Do you ever get the feeling that you’re trapped in Harold Ramis’ 1993 movie “Groundhog Day,” except that you’re an investigative journalist, not a weatherman, and the nemesis that keeps popping up isn’t a rodent but a crime syndicate boss? Maybe it’s just me.
On Dec. 9, the U.S. Treasury Department put Tadamasa Goto, former head of the Goto-gumi — an affiliate of the Yamaguchi-gumi, the country’s largest yakuza syndicate — on its list of individuals and organizations that are subject to financial sanctions.
The last individual to receive the same treatment was Kodo-kai chief Teruaki Takeuchi, who was targeted in April. Little more than four months later, a Kobe-based affiliate split from the Yamaguchi-gumi, triggering fears of a turf war between the rival factions.
The new group, Kobe Yamaguchi-gumi, is headed by Kunio Inoue, but the U.S. appears to be targeting Goto instead of him. But why now? Hadn’t Goto retired from the syndicate in 2008 and become a Buddhist priest?
Apparently not.
According to the Treasury Department, Goto began working for the Inagawa-kai syndicate before switching sides and becoming a key player in the Yamaguchi-gumi syndicate. He is believed to have set up a network of front companies for the syndicate before he was expelled in 2008. Nevertheless, the Treasury Department still considers Goto to be an influential criminal figure who is now living in Cambodia laundering money.
Goto is arguably one of the most notorious crime bosses that has ever operated in Japan. In 1992, director Juzo Itami portrayed yakuza members as common thugs in “Minbo no Onna,” or “Minbo: the Gentle Art of Japanese Extortion,” telling reporters in interviews that he “wanted to show the public that you can fight gangsters and win.” Angered by the yakuza’s portrayal in the film, members of the Goto-gumi syndicate attacked Itami outside his home six days after the movie opened. The director was beaten and had his face slashed.
In his 2010 autobiography, “Habakarinagara,” Goto denies any involvement in the attack. However, he says, Itami “deserved it — he made the yakuza look stupid.”
Goto was eventually diagnosed with liver cancer but struck a deal with the FBI in 2001: He would trade information on his yakuza associates in exchange for a visa to the United States. He’d already arranged to receive a liver transplant at the University of California, Los Angeles Medical Center. Goto received his new liver but coughed up little useful information. I broke the transplant scandal in 2008 in The Washington Post and worked with the Los Angeles Times on a few follow-up stories.
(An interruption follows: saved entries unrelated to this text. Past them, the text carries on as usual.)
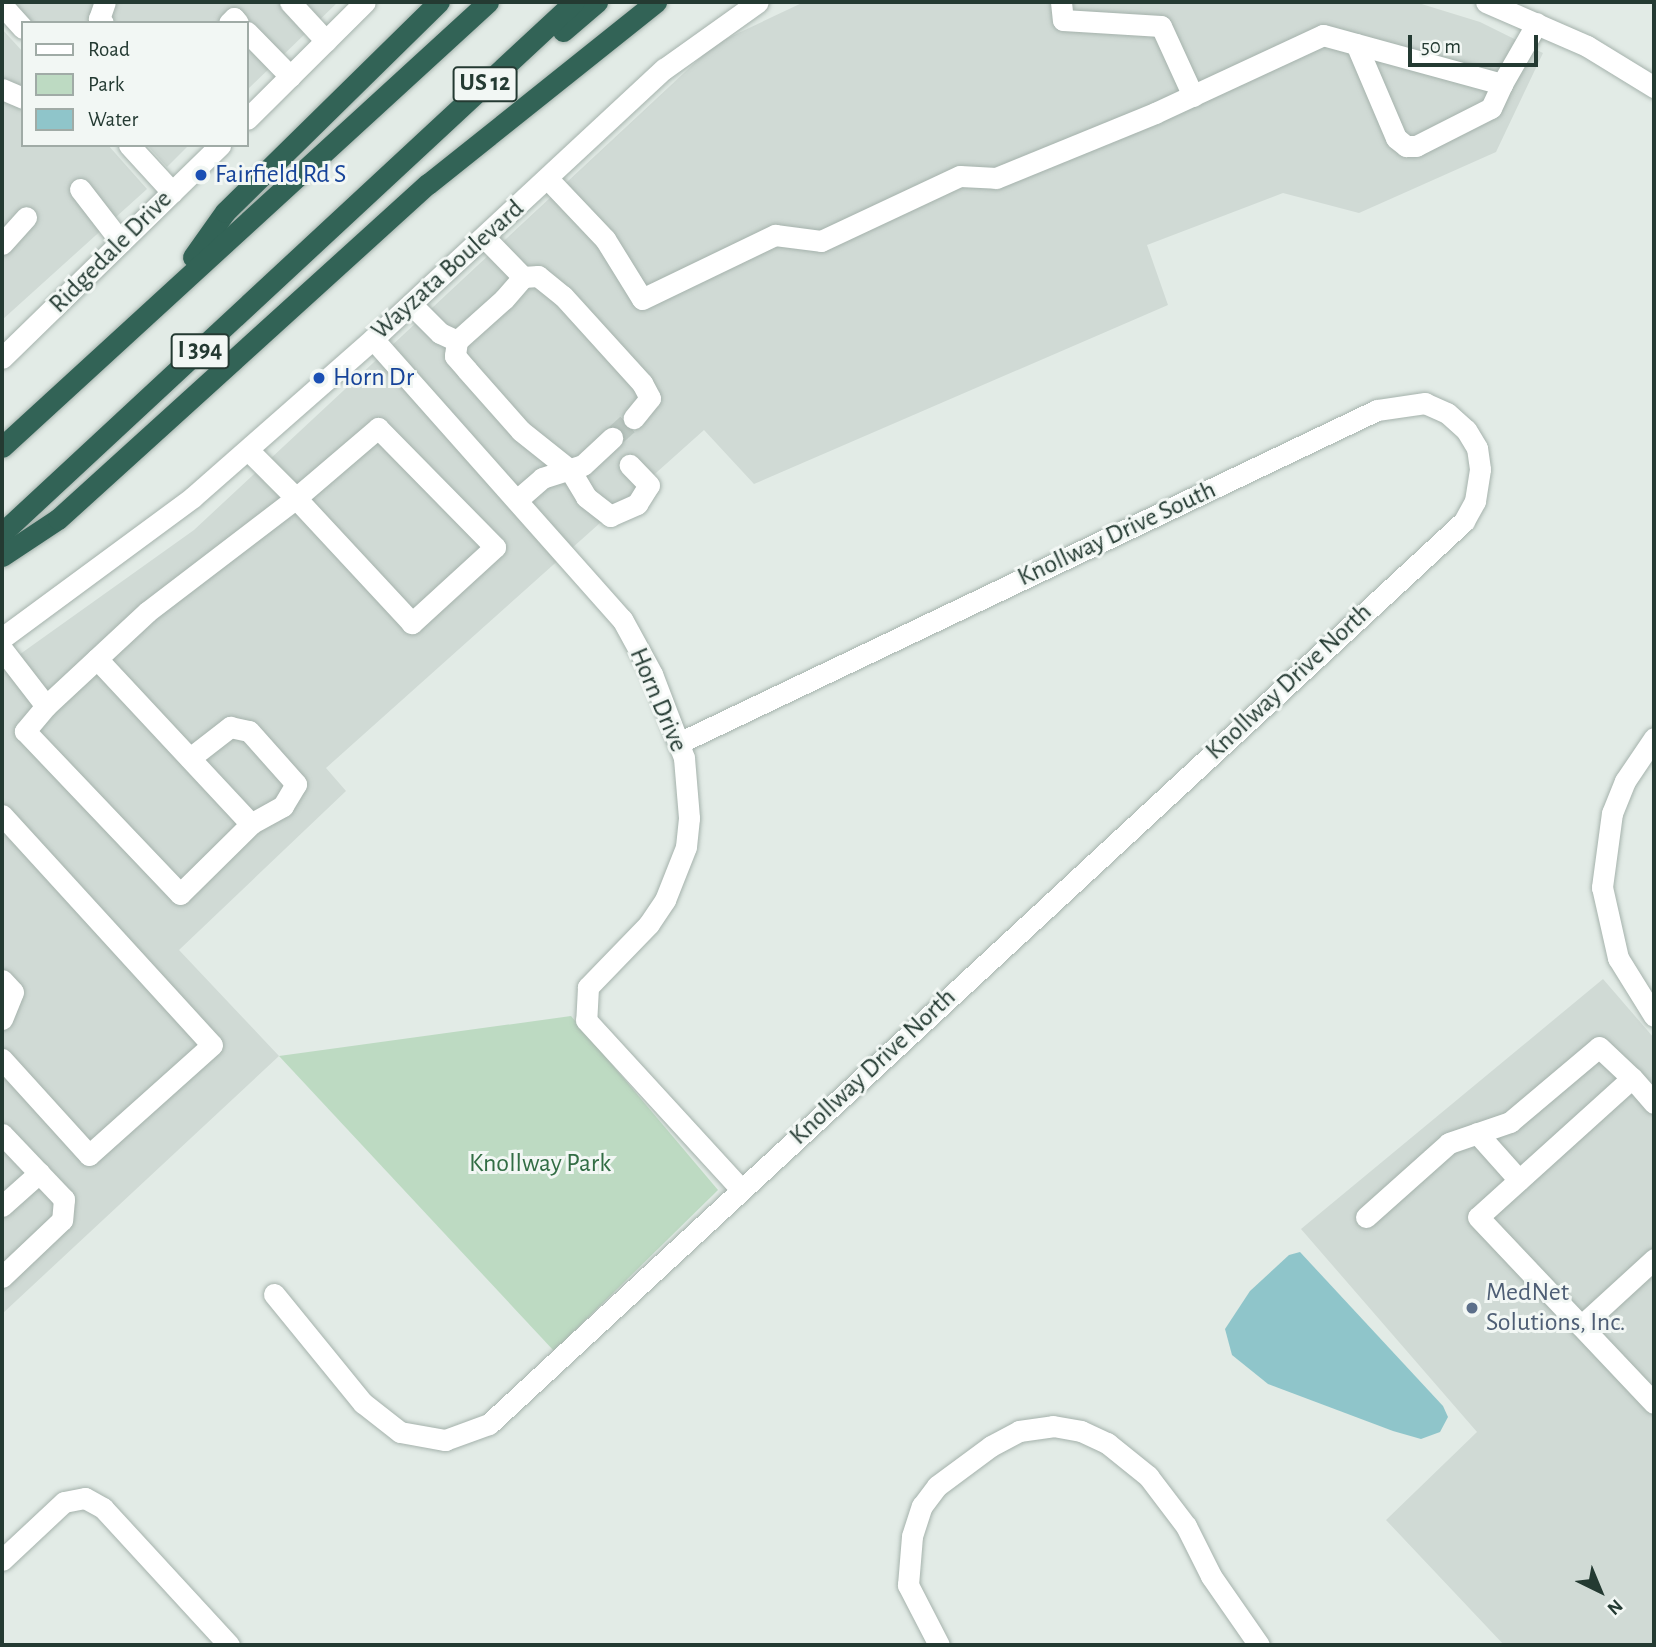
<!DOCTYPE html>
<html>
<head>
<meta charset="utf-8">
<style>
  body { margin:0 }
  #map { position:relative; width:1656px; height:1647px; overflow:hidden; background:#e2ebe6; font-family:"Alegreya Sans",sans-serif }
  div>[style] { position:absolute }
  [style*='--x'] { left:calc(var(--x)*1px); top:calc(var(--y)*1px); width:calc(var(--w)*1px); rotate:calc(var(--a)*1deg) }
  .built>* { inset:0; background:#d0dad5 }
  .green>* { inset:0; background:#bddac2 }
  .water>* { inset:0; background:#8fc5ca }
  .minor-tunnel>* { height:21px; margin-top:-10.5px; transform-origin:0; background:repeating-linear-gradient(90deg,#bcc8c2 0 21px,transparent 0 31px) }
  .roads { filter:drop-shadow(0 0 2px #a5b2ac) drop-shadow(0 0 2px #a5b2ac) }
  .minor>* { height:21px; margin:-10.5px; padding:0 10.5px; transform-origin:10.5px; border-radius:10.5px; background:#fff }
  .highway>* { height:21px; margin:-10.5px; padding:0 10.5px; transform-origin:10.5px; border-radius:10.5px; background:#326356 }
  .dots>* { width:19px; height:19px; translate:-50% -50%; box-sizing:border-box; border:4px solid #f2f7f4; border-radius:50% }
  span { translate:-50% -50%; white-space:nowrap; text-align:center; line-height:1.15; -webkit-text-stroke:6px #f2f7f4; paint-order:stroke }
  .shield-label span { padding:2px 5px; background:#f2f7f4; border:2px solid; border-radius:5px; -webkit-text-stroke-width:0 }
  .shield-label { font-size:24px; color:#243a32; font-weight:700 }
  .transit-label { font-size:26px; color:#164399 }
  .left { translate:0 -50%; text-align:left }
  .street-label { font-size:26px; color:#243a32 }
  .park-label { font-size:26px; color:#326d44 }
  .service-label { font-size:26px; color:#4e5e75 }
  .frame { position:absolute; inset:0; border:4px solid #243a32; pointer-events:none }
  .legend { position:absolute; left:21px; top:21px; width:228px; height:126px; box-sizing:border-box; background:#f2f7f4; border:2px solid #a0aba6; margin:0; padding:9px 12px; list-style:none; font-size:21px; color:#243a32 }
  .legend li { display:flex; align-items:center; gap:14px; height:35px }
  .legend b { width:35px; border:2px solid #a0aba6 }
  .north { position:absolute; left:1565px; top:1556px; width:70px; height:70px; -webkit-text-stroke:5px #f2f7f4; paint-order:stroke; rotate:137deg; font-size:19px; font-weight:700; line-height:28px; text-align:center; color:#243a32 }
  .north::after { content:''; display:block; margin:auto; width:24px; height:32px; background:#243a32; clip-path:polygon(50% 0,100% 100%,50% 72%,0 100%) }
  .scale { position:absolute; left:1408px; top:35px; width:130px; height:32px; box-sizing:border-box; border:4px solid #243a32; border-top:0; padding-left:9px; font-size:21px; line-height:24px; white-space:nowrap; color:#243a32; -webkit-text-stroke:5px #f2f7f4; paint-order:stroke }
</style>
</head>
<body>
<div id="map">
  <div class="built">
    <i style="clip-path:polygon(13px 2px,338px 2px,247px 90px,247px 23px,33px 23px)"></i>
    <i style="clip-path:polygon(804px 2px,1415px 2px,1480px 22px,1543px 53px,1496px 152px,1359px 213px,1283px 193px,1147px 245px,1168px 305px,754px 484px,704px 430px,326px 768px,346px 791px,179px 950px,279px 1056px,2px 1314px,2px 667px,194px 530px,715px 44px)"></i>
    <i style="clip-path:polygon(2px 29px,23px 52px,23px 145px,108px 145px,147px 189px,2px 320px)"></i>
    <i style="clip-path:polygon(147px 145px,189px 145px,167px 167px)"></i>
    <i style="clip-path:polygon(1603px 979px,1654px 1038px,1654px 1645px,1504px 1645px,1386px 1520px,1477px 1432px,1301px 1229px)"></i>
  </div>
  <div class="green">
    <i style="clip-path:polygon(571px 1016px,718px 1190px,554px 1351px,279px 1056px)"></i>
  </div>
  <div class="water">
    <i style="clip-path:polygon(1300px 1252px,1443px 1406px,1448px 1417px,1440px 1432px,1421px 1439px,1393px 1431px,1268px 1384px,1232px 1355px,1225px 1329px,1250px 1291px,1289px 1255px)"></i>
  </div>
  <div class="minor-tunnel">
    <i style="--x:612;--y:438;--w:30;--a:-42"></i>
  </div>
  <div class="roads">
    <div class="minor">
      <i style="--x:290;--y:2;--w:53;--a:47.3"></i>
      <i style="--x:1061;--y:2;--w:18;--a:84"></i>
      <i style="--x:1063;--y:20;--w:98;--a:3.5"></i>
      <i style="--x:1161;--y:26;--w:77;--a:65.4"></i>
      <i style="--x:1486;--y:2;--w:110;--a:23.5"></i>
      <i style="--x:1587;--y:46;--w:79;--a:31.5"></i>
      <i style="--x:2;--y:5;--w:31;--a:48"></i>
      <i style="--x:103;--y:23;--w:6;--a:-135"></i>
      <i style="--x:99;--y:19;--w:18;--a:-71"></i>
      <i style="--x:229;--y:23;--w:7;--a:-45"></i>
      <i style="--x:234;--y:18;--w:6;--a:51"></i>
      <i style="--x:247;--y:32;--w:62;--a:45.7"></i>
      <i style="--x:1356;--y:44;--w:102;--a:66.9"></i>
      <i style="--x:1396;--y:138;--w:13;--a:39"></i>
      <i style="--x:1406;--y:146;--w:10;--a:0"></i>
      <i style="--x:1416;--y:146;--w:84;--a:-26.9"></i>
      <i style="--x:1491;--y:108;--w:26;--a:-65"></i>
      <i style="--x:2;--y:89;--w:23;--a:23"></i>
      <i style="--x:247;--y:119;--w:166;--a:-44.8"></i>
      <i style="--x:129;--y:145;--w:64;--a:47.5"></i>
      <i style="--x:548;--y:179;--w:83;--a:46.5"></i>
      <i style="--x:605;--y:239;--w:70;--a:58.3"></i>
      <i style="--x:642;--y:299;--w:148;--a:-25.7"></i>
      <i style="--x:775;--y:235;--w:46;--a:7.4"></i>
      <i style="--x:821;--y:241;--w:153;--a:-25.1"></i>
      <i style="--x:960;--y:176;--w:36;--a:3"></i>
      <i style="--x:996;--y:178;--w:172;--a:-22.2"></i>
      <i style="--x:1155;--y:113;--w:185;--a:-24.9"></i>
      <i style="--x:1323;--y:35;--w:186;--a:15.3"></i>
      <i style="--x:1502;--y:84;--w:70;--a:-60.2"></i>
      <i style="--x:80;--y:189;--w:67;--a:52.3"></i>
      <i style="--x:2;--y:244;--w:36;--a:-48"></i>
      <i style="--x:523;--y:277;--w:15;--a:-4"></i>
      <i style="--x:538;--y:276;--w:32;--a:39"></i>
      <i style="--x:563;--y:296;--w:118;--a:47.8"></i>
      <i style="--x:642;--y:383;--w:17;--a:62"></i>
      <i style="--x:650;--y:398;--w:26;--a:129"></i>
      <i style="--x:411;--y:304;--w:41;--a:45"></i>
      <i style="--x:440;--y:333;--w:19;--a:25"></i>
      <i style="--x:457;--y:341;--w:63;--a:-41.8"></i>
      <i style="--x:504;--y:299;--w:29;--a:-49"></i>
      <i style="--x:523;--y:277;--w:56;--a:-134.3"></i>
      <i style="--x:373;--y:339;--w:375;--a:48.4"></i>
      <i style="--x:622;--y:619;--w:63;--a:61.4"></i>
      <i style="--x:652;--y:674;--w:90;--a:69.1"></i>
      <i style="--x:684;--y:758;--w:60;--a:85.2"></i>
      <i style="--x:689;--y:818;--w:29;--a:96"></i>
      <i style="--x:686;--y:847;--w:57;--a:111.6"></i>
      <i style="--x:665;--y:900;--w:29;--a:124"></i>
      <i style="--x:649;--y:924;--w:88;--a:134.1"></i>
      <i style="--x:588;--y:987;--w:33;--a:93"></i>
      <i style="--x:586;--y:1020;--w:229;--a:47.5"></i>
      <i style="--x:457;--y:341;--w:15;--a:98"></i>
      <i style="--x:455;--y:356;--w:18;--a:49"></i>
      <i style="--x:467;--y:370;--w:81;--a:48.5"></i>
      <i style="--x:521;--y:431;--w:63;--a:38.5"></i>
      <i style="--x:570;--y:470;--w:31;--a:59"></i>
      <i style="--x:586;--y:497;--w:31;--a:38"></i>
      <i style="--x:610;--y:516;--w:30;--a:-24"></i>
      <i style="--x:637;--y:504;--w:22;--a:-58"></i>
      <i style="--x:649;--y:485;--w:28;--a:-134"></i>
      <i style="--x:2;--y:358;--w:305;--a:-44.3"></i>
      <i style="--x:378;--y:428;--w:167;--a:45.5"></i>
      <i style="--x:495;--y:547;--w:113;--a:137.5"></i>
      <i style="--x:412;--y:623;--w:171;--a:-132.9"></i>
      <i style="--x:296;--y:498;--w:108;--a:-40.5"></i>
      <i style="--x:517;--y:500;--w:33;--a:-41"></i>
      <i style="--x:542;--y:478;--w:43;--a:-17.6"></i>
      <i style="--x:583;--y:465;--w:40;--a:-43"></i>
      <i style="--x:2;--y:638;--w:237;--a:-36.4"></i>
      <i style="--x:193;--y:497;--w:240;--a:-41.3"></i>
      <i style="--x:373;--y:339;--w:397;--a:-42.9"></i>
      <i style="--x:664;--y:69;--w:115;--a:-35.5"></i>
      <i style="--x:2;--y:649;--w:72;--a:52.3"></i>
      <i style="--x:46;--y:706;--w:138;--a:-42.9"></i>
      <i style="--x:147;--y:612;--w:188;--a:-37.4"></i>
      <i style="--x:296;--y:498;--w:68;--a:-135"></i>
      <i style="--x:46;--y:706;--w:33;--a:130"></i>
      <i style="--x:25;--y:731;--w:225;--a:46.4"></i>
      <i style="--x:180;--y:894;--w:100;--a:-44.6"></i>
      <i style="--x:251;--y:824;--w:226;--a:-133"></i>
      <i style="--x:1654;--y:738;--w:52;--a:124"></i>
      <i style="--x:1625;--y:781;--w:35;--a:112"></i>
      <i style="--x:1612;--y:813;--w:75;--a:97.7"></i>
      <i style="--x:1602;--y:887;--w:73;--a:77.3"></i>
      <i style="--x:1618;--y:958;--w:68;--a:58.2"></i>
      <i style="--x:190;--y:758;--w:51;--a:-37.8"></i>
      <i style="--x:230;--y:727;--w:19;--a:12"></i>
      <i style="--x:249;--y:731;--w:71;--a:48.4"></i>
      <i style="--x:296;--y:784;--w:26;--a:121"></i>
      <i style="--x:283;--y:806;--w:37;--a:151"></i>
      <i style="--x:2;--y:815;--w:311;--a:47.6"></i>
      <i style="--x:212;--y:1045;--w:165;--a:138.2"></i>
      <i style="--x:89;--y:1155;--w:130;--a:-132.2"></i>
      <i style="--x:2;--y:980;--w:16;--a:47"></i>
      <i style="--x:13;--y:992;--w:29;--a:112"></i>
      <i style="--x:1654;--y:1103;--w:33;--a:-131"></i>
      <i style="--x:1632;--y:1078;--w:207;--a:137.9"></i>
      <i style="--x:1478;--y:1217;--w:256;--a:46.6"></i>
      <i style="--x:1477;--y:1133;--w:63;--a:48.2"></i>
      <i style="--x:2;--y:1134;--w:90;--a:46.4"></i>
      <i style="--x:64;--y:1199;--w:21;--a:95"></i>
      <i style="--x:62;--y:1220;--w:83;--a:136.5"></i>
      <i style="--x:2;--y:1206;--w:50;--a:-41.7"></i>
      <i style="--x:1366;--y:1217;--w:111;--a:-41.7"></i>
      <i style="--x:1449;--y:1143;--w:65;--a:-19"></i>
      <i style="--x:1510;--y:1122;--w:116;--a:-40.1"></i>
      <i style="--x:1599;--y:1047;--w:45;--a:43.2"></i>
      <i style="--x:274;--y:1294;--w:141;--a:50.8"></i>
      <i style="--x:363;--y:1403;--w:47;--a:38.1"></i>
      <i style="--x:400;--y:1432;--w:46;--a:10.1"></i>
      <i style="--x:445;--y:1440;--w:47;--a:-20"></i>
      <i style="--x:489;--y:1424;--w:1329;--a:-42.8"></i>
      <i style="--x:1464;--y:521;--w:23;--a:-61"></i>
      <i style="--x:1475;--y:501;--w:32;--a:-81"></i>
      <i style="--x:1480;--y:469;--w:21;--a:-98"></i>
      <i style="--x:1477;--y:448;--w:21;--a:-121"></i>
      <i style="--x:1466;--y:430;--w:25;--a:-138"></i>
      <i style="--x:1447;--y:413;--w:24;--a:-156"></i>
      <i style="--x:1425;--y:403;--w:49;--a:171.7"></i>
      <i style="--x:1377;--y:410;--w:771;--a:154.5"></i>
      <i style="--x:1581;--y:1326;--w:99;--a:-42.5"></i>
      <i style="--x:2;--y:1560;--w:85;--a:-43.1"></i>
      <i style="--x:64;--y:1502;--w:21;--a:-11"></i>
      <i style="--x:85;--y:1498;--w:21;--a:29"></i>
      <i style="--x:103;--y:1508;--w:186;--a:47.4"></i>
      <i style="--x:939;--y:1645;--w:68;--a:-117.3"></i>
      <i style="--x:908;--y:1585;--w:49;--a:-85.3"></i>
      <i style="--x:912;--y:1536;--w:32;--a:-72"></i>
      <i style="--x:922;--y:1506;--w:25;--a:-53"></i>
      <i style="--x:937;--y:1486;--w:67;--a:-36.5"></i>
      <i style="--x:991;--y:1446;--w:32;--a:-28"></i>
      <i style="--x:1019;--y:1431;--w:34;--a:-8"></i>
      <i style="--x:1053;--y:1426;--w:28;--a:10"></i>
      <i style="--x:1081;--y:1431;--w:29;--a:25"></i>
      <i style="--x:1107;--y:1443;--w:53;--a:38.8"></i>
      <i style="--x:1148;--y:1476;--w:63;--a:52.8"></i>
      <i style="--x:1186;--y:1526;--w:56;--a:63.4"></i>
      <i style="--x:1211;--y:1576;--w:84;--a:55.2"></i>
    </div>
    <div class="highway">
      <i style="--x:563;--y:31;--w:45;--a:-40.5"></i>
      <i style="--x:193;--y:257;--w:55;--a:-54.6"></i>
      <i style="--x:225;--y:212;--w:300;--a:-44.5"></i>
      <i style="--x:2;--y:447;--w:659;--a:-42.48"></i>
      <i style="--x:2;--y:533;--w:780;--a:-42.87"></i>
      <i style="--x:2;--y:556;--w:67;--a:-33.5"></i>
      <i style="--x:58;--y:519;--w:499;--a:-42.2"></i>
      <i style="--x:428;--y:184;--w:292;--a:-38.6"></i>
    </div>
  </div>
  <div class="dots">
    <i style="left:201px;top:175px;background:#1a4fb4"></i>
    <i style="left:319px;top:378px;background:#1a4fb4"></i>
    <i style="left:1472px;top:1308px;background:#5c6f8a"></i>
  </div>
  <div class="shield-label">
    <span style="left:485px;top:84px">US 12</span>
    <span style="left:200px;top:351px">I 394</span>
  </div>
  <div class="transit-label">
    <span class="left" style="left:215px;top:175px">Fairfield Rd S</span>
    <span class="left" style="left:333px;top:378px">Horn Dr</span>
  </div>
  <div class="street-label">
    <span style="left:111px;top:252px;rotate:-45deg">Ridgedale Drive</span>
    <span style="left:448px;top:270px;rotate:-42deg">Wayzata Boulevard</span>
    <span style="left:1117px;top:534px;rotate:-25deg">Knollway Drive South</span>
    <span style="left:1289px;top:682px;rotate:-43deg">Knollway Drive North</span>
    <span style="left:658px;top:700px;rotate:67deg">Horn Drive</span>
    <span style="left:873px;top:1067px;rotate:-43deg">Knollway Drive North</span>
  </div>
  <div class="park-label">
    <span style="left:540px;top:1164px">Knollway Park</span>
  </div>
  <div class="service-label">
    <span class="left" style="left:1486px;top:1308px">MedNet<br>Solutions, Inc.</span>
  </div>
  <div class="frame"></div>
  <ul class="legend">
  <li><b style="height:9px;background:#fff"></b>Road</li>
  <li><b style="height:19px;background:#bddac2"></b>Park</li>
  <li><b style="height:19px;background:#8fc5ca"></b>Water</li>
  </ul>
  <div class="north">N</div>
  <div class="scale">50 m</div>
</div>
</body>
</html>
The Yamaguchi-gumi expelled Goto in 2008 after he was accused of attempting to overthrow the leadership of the syndicate with 10 other members, writes Katsumi Kimura in “Goodbye Yamaguchi-gumi.” The Nishi Nihon newspaper on Sept. 7 went further, arguing that the failed coup was behind this year’s split. The newspaper suggested that Inoue had originally backed the coup, while others have claimed that Goto bankrolled the rebel faction this year. Goto and Inoue certainly appear to be close allies. These allegations are arguably sufficient grounds for the U.S. to slap financial sanctions on Goto and, subsequently, send a warning to the Kobe Yamaguchi-gumi as well.
In his biography, Goto called my writing “unpleasant.” I suppose it was also an “unpleasant” experience for real-estate agent Kazuo Nozaki to be stabbed to death in April 2006. Then again, Nozaki was embroiled in a legal dispute with a Goto-gumi front company over the property rights to a building in Tokyo.
The Metropolitan Police Department has managed to convict several members of the Goto-gumi syndicate for the murder but criminal charges have never been filed against Goto himself.
In August 2012, Nozaki’s family sued Goto for the real-estate agent’s wrongful death, arguing that Goto was liable as an employer of the killers. According to Chunichi Shimbun, the case was settled out of court with a payment of $1.4 million to the family of the victim. Goto, meanwhile, expressed his condolences. As I’ve written before, it appears that crime does indeed pay in Japan — it may just cost you a bit more to stay out of jail.
Another new year has begun but it feels like little has changed. The yakuza still operate in the open. Goto is back in business and, by all accounts, doing well as an esteemed guest of the Cambodian government. I’m struggling to make a living, although I’m no longer under police protection. You could say I’m not feeling particularly lucky.
So, this year, I’m going to go Meiji Shrine and write out a simple votive tablet: “May my readers, friends and loved ones all be blessed, live well and prosper. May my enemies and 99 percent of yakuza gangsters repent their evil ways and if not, go to jail.”
Otherwise, it’s going to be another dark year in the land of the rising sun.
Dark Side of the Rising Sun is a monthly column that takes a behind-the-scenes look at news in Japan.